We also pass on knowledge to teachers and work in laboratories to give them hands-on experience of protection devices. This approach is particularly effective in a country like Brazil.
Action to reach and teach informal electricians
To reach informal, unskilled electricians, stakeholders across the continent have formed associations to teach them the basic dangers of electricity. We, for example, recently toured Brazil organizing events and training courses to raise awareness and understanding among more
than 3,000 informal. With the fundamentals under their belt, some then sought out further, more advanced knowledge. That is when it becomes possible to start talking about safety equipment like residual current devices.
But when we do broach the subject of protective equipment like residual current devices, some informal electricians raise the objection of cost. Our response? “What about the cost of human life, then?” We find that they are more receptive to such thinking after their basic training in the dangers of electricity. And we can then vaunt the residual current device’s other merits – an easily installed single product for failsafe electrical protection.
Today just 20% of installations are safe
Actually, the first step in reaching out to informal electricians is a general one: make it simpler to register formally by cutting the red tape and cost. As soon as you are a formally registered official contractor, you are bound by law to install RCDs in new installations. And you can may pass on the safety message to your former coworkers still in the informal economy.
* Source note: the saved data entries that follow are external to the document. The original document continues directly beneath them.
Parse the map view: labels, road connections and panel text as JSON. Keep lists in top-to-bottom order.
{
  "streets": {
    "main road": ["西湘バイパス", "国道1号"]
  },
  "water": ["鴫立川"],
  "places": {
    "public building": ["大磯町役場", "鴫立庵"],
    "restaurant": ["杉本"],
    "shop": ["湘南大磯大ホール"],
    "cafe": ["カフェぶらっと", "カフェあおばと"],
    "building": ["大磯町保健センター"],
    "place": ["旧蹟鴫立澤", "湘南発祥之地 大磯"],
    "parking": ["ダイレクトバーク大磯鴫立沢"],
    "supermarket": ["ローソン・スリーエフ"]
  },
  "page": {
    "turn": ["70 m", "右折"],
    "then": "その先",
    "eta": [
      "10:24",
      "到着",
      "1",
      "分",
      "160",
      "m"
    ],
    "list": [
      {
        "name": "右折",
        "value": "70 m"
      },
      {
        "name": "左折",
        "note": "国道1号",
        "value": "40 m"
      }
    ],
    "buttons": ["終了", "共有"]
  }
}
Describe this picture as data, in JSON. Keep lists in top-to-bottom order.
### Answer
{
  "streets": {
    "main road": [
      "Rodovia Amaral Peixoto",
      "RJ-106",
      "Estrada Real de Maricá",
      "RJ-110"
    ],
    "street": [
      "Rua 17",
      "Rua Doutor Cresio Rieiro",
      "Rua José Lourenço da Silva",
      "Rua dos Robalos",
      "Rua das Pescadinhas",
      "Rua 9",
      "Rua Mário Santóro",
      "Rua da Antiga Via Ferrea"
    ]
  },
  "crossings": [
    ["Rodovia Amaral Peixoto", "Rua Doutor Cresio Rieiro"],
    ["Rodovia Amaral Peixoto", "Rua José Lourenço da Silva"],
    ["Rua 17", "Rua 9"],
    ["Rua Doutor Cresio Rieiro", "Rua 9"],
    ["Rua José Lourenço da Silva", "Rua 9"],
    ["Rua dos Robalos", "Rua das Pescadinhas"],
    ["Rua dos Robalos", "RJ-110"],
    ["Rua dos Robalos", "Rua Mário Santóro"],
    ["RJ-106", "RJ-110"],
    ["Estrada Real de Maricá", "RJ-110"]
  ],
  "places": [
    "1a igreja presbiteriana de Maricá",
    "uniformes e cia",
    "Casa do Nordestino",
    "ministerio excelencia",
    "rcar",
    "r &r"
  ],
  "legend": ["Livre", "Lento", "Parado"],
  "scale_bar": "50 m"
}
However, only 15-20% of installations are the work of you official contractors today. Does that mean that only 15-20% of the electrical installations are safe?
In the meantime, building awareness is the key. If consumers and you, as electricity professionals, all thought about the dangers of electricity for one minute a day, electric shocks and electrocution would be drastically reduced. Of that I am sure.
Conversation
SE Brazil has a huge relationship site SENAI through BIBOP program.
Let us hope that people continue to educate themselves and remain aware of the dangers of electrocution.
Very good article. Having spent time teaching in South America, this is still the case as late as mid-2017. Lack of communication of electrical hazards, injuries, and fatalities exists because of fear of reprisal if reported, either to the employee or to the company. Things are kept hush-hush, and in the meantime, workers suffer. Although released in 2013, I just found your article. It certainly still applies today!